▶ [RECORDS SHOWN]:
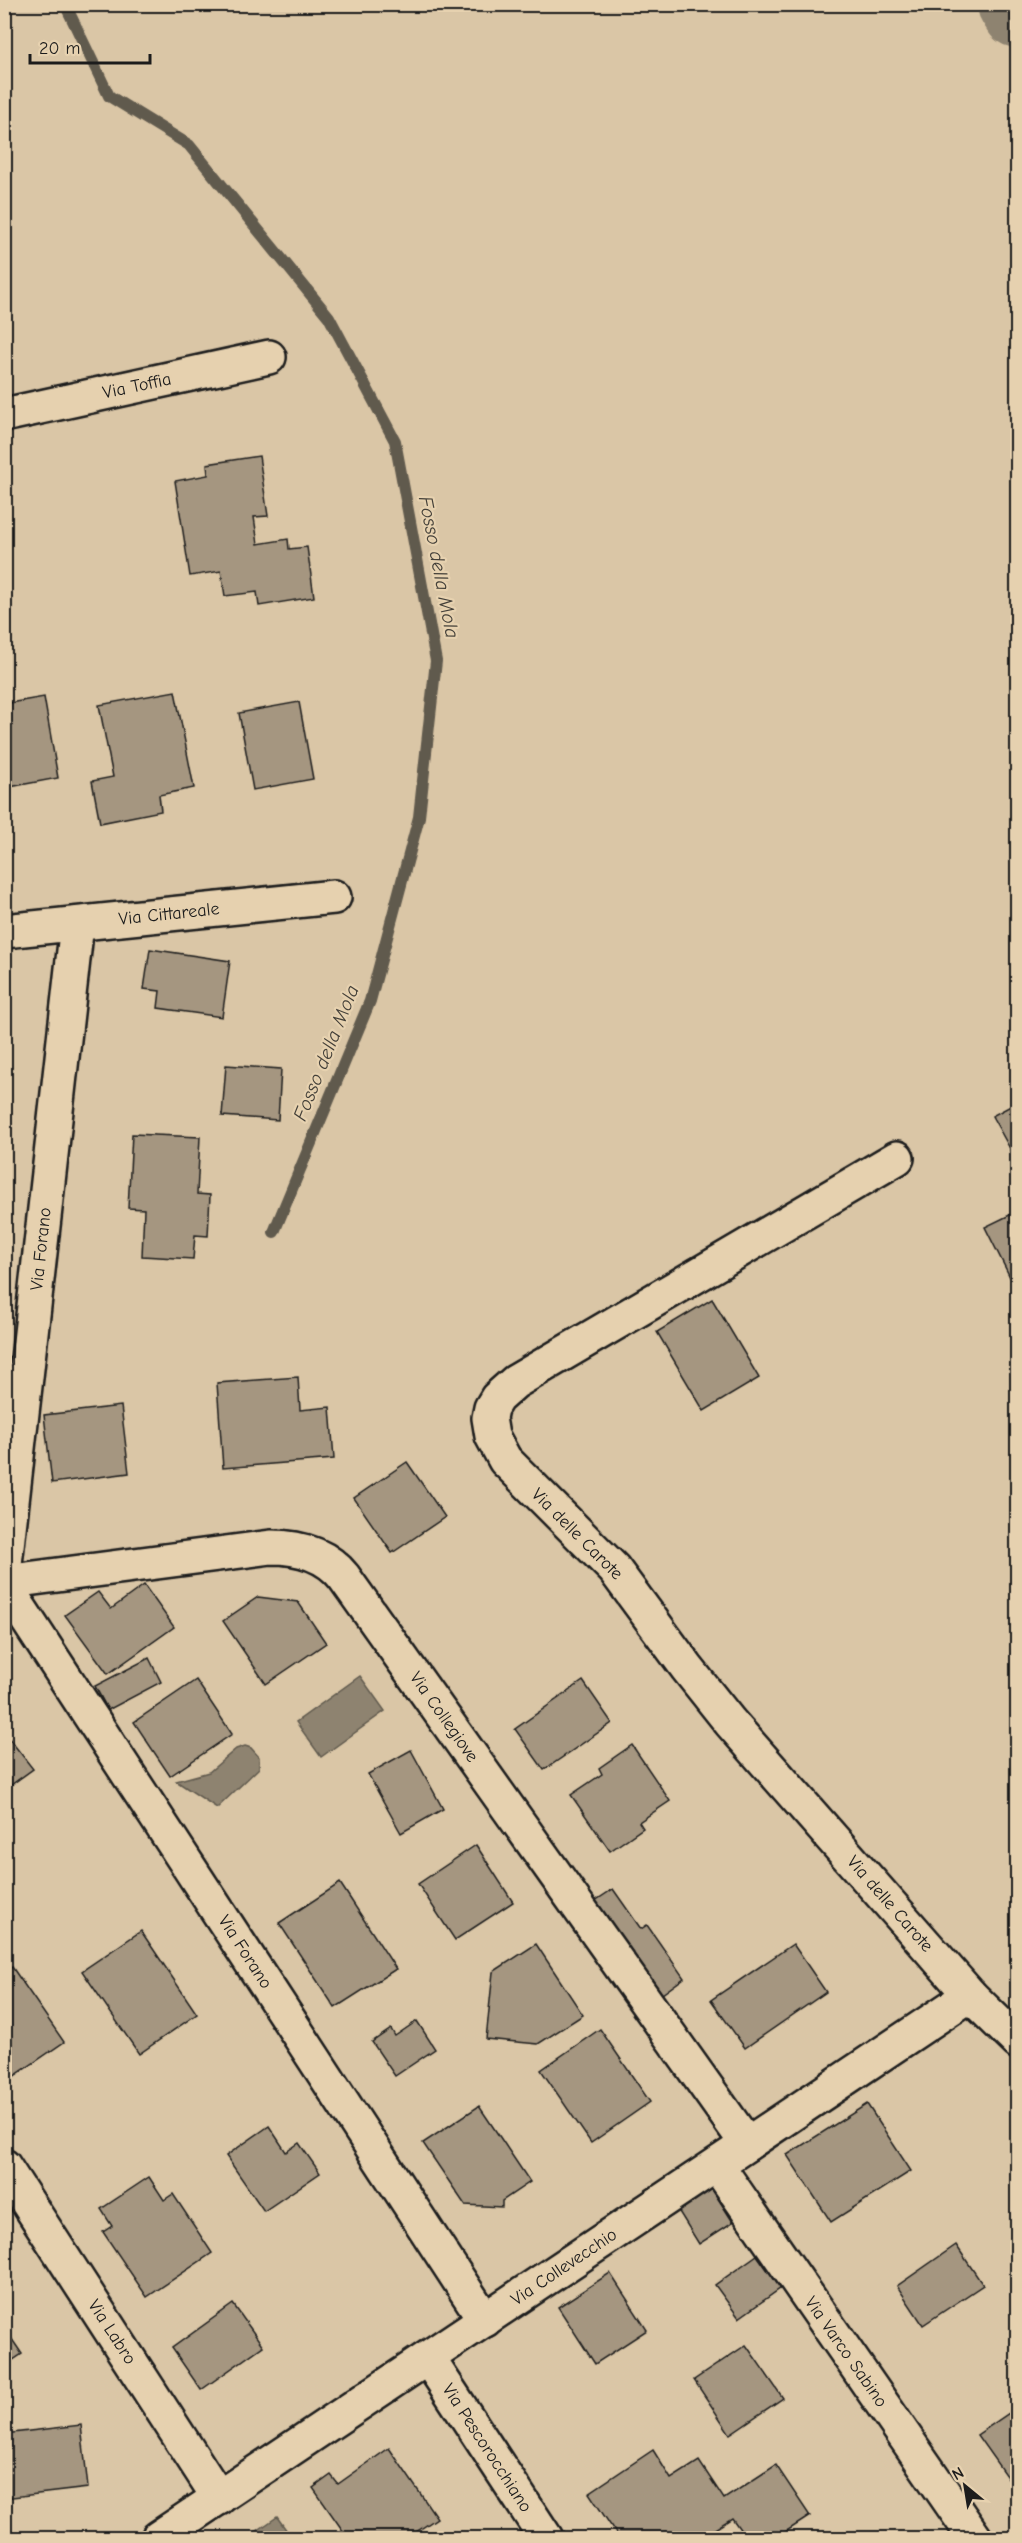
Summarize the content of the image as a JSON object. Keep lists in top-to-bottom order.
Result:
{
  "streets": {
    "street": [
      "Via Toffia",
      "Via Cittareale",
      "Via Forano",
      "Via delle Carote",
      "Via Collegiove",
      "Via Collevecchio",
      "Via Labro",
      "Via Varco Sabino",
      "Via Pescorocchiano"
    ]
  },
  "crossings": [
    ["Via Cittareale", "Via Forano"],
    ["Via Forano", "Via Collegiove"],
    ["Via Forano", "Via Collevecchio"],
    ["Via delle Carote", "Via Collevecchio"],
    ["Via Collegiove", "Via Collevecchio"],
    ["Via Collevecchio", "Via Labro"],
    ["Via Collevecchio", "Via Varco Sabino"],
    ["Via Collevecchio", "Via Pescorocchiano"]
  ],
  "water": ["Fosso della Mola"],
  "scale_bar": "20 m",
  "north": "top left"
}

▶ [PROBLEM REQUIREMENTS]:
A complete answer lists every line of the listing above that holds the word "Varco".

▶ [ANSWER SECTION]:
      "Via Varco Sabino",
    ["Via Collevecchio", "Via Varco Sabino"],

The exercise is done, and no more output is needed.